*Assigned task*
Copy the records below verbatim, from the first line through the line containing "margin:0; font-family:Karla,sans-serif; background:var(--page);", inclusive, and output nothing else.
━━━━━━━━━━━━━━━━━━━━━━━━━━━━━━
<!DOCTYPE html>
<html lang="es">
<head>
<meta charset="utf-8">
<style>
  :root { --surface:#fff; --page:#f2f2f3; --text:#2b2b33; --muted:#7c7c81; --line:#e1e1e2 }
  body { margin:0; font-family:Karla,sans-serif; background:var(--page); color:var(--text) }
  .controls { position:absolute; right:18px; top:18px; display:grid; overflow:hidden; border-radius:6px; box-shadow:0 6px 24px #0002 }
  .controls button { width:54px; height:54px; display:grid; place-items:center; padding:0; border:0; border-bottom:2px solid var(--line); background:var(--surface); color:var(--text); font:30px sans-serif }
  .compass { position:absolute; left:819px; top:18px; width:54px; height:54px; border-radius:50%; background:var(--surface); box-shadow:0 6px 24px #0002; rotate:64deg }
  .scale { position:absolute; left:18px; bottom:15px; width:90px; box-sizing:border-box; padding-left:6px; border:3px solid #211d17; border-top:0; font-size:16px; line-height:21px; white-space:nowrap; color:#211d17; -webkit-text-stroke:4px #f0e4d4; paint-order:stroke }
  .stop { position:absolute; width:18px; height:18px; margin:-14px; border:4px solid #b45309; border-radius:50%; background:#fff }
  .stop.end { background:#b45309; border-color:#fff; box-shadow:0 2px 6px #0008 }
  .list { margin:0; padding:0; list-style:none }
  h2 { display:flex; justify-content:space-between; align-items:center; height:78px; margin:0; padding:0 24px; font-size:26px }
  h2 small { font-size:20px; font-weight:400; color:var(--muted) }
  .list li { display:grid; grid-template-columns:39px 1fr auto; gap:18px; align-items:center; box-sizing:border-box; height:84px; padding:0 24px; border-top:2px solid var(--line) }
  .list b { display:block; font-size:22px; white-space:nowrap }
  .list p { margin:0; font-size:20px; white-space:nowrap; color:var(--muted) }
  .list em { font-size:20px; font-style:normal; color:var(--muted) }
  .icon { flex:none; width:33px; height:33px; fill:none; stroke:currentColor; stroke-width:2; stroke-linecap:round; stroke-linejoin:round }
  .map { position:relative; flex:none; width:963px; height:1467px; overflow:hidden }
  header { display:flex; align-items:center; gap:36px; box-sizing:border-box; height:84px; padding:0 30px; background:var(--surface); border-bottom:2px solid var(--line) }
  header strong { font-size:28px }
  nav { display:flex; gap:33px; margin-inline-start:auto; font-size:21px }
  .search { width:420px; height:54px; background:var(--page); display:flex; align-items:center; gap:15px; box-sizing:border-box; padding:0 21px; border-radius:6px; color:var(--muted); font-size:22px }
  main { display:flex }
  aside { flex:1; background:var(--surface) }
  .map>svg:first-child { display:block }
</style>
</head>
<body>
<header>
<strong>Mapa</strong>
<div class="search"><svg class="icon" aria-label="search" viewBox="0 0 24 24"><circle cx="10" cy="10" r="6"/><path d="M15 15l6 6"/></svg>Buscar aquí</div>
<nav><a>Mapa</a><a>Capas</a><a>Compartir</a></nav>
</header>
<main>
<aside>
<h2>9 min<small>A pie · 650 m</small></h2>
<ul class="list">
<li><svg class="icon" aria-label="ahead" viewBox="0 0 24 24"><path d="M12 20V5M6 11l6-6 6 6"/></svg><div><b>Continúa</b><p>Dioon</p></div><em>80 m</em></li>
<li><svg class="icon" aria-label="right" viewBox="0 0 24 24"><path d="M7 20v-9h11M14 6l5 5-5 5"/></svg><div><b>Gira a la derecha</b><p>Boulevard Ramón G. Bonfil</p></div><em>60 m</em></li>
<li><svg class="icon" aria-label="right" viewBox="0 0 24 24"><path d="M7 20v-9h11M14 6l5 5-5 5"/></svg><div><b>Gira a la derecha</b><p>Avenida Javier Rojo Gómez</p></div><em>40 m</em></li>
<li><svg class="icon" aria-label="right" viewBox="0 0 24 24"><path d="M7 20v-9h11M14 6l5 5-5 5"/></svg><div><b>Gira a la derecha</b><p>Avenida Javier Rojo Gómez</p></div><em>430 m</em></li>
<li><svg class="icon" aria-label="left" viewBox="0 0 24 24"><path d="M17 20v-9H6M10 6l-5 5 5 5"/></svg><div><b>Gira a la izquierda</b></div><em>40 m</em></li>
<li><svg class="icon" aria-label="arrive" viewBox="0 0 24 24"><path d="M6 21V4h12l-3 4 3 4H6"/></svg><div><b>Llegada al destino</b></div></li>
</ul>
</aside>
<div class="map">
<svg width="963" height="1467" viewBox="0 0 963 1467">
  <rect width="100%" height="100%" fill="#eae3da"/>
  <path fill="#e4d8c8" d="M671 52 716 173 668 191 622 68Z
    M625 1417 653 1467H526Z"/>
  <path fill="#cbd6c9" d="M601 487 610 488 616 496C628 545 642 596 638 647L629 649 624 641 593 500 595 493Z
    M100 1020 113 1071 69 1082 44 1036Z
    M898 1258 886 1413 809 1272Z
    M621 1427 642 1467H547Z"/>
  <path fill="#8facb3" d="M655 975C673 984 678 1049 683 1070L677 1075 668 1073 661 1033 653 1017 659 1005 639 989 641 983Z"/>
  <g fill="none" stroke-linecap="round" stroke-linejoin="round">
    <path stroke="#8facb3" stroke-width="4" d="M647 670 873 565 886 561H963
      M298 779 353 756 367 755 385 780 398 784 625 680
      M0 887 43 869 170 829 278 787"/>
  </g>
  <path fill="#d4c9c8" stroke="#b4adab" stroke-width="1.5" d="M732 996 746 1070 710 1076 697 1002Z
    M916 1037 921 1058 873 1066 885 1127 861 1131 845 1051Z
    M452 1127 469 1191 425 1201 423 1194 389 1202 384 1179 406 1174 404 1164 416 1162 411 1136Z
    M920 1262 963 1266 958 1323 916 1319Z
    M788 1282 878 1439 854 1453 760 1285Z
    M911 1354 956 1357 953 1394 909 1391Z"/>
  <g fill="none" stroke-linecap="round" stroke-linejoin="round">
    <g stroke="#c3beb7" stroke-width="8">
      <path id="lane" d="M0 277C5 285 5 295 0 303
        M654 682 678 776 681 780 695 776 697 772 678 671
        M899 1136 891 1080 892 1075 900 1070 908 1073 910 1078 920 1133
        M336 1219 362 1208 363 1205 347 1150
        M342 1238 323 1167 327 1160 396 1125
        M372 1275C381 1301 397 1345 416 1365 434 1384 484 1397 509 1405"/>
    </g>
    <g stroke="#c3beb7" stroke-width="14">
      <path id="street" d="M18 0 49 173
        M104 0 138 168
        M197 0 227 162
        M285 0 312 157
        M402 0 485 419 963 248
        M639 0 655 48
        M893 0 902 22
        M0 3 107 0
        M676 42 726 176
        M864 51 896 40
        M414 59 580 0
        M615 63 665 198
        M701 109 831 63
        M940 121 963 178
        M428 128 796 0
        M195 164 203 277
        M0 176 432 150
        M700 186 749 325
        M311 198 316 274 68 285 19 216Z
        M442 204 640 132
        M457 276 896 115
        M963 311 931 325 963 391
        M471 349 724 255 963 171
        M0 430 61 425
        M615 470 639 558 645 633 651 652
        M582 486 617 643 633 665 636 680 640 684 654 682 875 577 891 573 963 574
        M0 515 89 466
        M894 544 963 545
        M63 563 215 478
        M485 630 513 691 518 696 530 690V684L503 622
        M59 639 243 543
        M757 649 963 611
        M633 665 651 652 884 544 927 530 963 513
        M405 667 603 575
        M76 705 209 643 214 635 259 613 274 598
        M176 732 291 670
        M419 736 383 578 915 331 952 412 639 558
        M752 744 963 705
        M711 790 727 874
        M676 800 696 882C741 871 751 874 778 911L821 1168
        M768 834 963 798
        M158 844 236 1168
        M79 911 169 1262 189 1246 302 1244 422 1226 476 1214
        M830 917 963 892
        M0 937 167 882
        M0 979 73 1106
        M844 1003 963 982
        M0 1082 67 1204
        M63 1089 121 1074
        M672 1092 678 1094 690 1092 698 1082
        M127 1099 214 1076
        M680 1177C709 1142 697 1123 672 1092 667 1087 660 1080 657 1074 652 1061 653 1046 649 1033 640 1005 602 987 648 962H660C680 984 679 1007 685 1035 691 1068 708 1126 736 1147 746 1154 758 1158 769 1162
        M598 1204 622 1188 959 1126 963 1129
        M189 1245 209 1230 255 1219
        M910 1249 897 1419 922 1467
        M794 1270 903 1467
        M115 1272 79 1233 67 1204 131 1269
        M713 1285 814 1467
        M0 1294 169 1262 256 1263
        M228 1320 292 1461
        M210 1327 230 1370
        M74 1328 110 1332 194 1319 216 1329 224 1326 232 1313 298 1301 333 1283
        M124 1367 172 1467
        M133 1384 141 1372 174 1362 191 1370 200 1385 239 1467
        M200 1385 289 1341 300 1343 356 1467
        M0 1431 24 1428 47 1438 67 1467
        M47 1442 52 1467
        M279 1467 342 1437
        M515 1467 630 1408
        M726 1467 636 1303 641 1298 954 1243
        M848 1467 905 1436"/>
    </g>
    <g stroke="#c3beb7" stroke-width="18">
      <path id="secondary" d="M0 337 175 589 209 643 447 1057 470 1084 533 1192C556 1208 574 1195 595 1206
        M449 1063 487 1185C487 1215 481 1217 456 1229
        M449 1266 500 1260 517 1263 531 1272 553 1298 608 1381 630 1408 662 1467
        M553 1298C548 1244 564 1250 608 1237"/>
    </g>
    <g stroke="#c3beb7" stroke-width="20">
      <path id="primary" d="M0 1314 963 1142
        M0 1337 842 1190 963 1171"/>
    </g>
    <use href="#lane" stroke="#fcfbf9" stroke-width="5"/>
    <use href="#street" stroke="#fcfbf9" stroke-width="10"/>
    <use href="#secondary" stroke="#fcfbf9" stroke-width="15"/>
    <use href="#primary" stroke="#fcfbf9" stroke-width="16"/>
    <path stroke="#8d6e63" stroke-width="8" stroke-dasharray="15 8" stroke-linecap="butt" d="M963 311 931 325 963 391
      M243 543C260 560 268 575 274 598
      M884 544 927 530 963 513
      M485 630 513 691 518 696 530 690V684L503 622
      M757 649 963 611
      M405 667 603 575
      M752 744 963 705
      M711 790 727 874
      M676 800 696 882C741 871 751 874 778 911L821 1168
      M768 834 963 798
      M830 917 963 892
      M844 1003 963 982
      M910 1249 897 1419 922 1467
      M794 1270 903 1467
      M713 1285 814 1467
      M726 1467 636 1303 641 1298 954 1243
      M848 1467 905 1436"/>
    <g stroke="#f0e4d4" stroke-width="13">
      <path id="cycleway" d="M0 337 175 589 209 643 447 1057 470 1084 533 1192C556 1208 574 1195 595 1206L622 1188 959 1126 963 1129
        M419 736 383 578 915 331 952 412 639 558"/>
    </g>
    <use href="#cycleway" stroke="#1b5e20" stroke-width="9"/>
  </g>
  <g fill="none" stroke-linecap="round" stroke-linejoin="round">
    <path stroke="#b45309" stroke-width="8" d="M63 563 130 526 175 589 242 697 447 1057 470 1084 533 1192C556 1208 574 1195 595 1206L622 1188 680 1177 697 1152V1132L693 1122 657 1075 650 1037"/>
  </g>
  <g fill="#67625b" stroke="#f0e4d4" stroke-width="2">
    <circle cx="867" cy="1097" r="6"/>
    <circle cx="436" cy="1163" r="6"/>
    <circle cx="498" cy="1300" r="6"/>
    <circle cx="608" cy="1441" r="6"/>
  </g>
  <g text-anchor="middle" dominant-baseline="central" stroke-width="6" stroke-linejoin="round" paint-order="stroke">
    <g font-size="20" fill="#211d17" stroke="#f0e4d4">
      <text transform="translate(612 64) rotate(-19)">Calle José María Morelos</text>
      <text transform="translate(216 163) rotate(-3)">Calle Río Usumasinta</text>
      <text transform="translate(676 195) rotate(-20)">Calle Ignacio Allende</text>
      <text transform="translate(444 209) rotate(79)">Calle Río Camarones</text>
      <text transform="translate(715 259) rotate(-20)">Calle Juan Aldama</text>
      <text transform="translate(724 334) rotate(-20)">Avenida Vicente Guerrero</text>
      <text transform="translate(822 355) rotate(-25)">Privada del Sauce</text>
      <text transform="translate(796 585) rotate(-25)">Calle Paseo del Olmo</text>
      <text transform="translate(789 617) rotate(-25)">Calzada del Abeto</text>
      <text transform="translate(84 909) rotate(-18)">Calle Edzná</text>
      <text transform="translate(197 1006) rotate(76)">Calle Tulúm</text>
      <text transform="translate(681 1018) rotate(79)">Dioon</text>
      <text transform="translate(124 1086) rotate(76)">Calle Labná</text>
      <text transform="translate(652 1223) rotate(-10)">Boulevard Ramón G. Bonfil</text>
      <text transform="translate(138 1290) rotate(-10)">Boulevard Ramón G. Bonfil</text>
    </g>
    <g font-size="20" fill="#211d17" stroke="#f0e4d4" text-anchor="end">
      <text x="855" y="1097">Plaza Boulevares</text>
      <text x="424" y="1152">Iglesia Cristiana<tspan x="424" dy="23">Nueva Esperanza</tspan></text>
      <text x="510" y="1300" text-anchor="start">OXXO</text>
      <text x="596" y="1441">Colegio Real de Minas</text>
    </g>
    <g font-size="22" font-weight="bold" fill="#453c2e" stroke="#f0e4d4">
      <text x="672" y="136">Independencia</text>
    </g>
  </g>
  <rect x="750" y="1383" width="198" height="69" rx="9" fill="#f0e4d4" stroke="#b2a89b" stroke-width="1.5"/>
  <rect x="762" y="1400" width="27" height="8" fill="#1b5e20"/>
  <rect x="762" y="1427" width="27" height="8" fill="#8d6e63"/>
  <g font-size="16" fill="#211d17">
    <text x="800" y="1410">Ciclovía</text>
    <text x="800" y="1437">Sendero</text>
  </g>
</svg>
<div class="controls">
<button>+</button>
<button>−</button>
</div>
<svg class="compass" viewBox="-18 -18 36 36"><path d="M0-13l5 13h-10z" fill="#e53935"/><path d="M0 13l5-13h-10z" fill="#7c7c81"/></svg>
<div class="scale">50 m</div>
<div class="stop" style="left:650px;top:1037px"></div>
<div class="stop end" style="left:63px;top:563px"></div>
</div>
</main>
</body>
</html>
━━━━━━━━━━━━━━━━━━━━━━━━━━━━━━
*Result of this task*
<!DOCTYPE html>
<html lang="es">
<head>
<meta charset="utf-8">
<style>
  :root { --surface:#fff; --page:#f2f2f3; --text:#2b2b33; --muted:#7c7c81; --line:#e1e1e2 }
  body { margin:0; font-family:Karla,sans-serif; background:var(--page); color:var(--text) }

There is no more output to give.